The history-of-the-way-back-when of the family members new reverberates in my history-of-the-now. I am a child of the 60’s, not the flower power children most associated with that decade, but a literal child born at the beginning of the 60s. My life has been shaped, unknowingly, by the assassinations of President John F. Kennedy, Jr., and Dr. Martin Luther King, Jr. It has been shaped by the declarative racist acts and words of Governor George Wallace of Alabama. It has been shaped by the Black Panthers, Audre Lorde, and Malcom X. All these events have shaped me, whether I was aware of them or not.
The history of racism from beyond the history-of-the-way-back-when is important to know; that is the history of how the capital “C” church encouraged and upheld the capture, kipnapping, enslavement, and murder of black and brown people, and how colonialism supported these acts, enacting these same brutalities on the Indigenous of the land. The history of the way-back-when of my family is equally important, that is Jim Crow and Civil Rights. But if I am to call to my contemporaries to awareness and activism, it is through the history-of-my-now, and the history-of-their-now, to which I must appeal.
We must see through our collective histories – past and present – and use both to disrupt and dismantle systemic racism. We must draw both and find the courage to speak truth in the streets, in the halls of local, state, and federal governments, and in the voting booths.

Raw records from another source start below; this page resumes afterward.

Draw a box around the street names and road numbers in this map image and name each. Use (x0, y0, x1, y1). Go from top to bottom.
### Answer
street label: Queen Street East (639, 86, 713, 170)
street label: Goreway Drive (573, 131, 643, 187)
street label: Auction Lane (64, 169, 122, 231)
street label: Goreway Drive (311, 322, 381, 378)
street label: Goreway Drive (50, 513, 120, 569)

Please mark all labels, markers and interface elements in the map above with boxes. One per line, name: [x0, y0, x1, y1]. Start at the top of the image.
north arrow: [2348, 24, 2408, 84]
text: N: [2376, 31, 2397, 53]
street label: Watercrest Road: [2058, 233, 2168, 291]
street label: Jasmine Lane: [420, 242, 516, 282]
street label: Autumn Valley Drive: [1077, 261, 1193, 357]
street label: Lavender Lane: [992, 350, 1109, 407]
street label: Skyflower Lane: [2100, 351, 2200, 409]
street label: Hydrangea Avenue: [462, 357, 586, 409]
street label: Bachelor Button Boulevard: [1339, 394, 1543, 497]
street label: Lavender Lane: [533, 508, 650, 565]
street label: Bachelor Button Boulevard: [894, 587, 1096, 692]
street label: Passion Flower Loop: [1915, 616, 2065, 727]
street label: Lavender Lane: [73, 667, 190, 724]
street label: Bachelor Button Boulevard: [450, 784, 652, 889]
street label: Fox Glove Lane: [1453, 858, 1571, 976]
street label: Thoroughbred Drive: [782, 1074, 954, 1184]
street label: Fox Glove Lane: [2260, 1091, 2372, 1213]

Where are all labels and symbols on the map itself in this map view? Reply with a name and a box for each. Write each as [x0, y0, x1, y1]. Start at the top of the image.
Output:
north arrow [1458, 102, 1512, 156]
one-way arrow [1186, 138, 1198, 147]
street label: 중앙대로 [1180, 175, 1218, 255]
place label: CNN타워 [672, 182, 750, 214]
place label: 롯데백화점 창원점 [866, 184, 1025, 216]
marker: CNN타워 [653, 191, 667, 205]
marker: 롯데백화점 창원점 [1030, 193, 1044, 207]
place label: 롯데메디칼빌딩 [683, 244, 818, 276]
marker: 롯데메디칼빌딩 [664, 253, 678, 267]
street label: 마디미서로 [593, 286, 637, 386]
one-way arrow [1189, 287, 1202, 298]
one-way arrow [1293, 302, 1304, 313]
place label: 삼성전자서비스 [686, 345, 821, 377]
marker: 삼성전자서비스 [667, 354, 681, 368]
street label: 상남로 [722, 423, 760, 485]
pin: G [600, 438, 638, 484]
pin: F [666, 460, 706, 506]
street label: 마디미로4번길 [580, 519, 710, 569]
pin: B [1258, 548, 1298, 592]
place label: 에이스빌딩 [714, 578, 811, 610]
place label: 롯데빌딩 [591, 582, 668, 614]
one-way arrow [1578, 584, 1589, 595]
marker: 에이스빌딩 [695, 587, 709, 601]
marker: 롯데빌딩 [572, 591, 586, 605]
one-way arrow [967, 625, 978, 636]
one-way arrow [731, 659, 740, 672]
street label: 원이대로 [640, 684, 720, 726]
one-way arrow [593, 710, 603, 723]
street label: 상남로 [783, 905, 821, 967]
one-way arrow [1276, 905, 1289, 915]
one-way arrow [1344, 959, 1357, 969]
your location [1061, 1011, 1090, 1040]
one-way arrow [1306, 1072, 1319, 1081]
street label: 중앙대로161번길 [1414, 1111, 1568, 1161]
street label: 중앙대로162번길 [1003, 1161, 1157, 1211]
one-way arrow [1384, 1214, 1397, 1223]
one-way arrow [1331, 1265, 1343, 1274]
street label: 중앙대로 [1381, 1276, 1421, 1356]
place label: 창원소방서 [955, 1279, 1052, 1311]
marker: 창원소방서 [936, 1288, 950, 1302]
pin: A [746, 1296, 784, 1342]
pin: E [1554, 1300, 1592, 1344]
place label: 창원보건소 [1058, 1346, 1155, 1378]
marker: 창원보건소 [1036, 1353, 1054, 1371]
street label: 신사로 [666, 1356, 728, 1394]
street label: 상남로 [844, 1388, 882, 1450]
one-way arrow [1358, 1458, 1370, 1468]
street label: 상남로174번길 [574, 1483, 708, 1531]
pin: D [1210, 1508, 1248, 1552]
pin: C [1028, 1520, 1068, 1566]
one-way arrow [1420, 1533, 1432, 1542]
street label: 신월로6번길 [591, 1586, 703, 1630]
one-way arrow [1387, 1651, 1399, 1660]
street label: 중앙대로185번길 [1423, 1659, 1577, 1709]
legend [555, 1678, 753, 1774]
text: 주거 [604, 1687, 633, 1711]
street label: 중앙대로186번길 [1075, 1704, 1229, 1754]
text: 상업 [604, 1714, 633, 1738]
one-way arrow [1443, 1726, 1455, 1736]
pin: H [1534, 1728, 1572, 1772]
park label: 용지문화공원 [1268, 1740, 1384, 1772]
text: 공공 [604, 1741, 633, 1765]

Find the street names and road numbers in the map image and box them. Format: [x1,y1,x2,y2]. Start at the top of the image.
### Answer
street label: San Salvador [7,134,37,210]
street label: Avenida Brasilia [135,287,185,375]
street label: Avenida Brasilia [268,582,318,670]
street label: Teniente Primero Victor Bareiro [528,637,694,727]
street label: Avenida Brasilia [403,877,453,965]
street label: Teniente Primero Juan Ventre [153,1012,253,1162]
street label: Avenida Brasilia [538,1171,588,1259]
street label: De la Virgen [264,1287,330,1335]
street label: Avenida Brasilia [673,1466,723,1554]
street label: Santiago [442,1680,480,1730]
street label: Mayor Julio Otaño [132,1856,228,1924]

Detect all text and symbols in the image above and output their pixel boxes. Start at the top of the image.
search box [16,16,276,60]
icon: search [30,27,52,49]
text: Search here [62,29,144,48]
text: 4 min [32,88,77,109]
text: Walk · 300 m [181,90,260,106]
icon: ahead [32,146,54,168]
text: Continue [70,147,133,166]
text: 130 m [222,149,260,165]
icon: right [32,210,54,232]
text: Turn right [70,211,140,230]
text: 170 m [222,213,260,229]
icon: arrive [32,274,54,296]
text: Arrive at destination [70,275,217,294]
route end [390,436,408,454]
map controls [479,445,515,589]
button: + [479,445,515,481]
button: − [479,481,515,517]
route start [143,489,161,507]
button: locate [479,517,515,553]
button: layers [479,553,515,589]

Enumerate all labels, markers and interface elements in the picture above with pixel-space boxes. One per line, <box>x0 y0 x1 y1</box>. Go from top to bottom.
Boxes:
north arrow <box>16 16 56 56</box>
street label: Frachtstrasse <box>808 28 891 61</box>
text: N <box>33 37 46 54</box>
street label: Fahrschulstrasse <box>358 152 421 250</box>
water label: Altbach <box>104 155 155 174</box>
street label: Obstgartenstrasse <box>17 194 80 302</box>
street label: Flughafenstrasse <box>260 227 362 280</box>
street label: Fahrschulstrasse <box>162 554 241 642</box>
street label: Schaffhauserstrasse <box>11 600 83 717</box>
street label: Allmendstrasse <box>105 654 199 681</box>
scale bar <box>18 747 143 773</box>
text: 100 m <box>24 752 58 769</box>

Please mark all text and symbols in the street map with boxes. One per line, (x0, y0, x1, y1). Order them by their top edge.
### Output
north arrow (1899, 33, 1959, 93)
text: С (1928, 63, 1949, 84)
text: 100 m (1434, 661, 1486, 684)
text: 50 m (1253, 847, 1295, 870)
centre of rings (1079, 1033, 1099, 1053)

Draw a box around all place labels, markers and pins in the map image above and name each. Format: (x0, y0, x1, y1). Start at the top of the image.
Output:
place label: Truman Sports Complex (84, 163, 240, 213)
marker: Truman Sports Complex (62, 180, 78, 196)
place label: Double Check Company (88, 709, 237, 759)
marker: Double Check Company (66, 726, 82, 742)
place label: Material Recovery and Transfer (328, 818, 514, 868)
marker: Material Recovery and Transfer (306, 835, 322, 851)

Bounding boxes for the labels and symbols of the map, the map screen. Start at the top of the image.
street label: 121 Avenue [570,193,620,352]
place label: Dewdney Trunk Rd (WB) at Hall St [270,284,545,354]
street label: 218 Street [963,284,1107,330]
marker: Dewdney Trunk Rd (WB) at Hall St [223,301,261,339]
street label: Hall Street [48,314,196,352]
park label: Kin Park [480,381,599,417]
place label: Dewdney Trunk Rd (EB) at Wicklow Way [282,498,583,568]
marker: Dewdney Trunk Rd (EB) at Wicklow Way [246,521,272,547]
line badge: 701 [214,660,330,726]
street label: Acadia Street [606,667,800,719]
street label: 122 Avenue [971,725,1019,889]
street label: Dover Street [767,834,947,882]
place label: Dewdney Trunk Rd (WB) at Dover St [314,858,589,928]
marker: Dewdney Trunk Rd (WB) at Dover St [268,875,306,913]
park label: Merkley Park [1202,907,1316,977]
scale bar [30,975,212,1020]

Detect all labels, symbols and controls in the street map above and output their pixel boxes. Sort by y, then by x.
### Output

Those voices of the way-back-when connect me to the first reconstruction. Those voices of my history-of-now connect me to the second reconstruction of the civil rights movement of my childhood. It is my own voice that connects me to a third and sustainable reconstruction.
In the late 60’s of my history-of-the now, Dr. Martin Luther King, Jr. began his Poor Peoples Campaign for equality. The Poor Peoples Campaign is alive and well today in a new incarnation of the same name, calling for not only equality, but equity. We can only study so much, learn so much, and talk so much, before we but feet to pavement.
I ask you again, What’s your story? What is your history-of-the-now? And, what will you do with it? How will you join me in making a difference?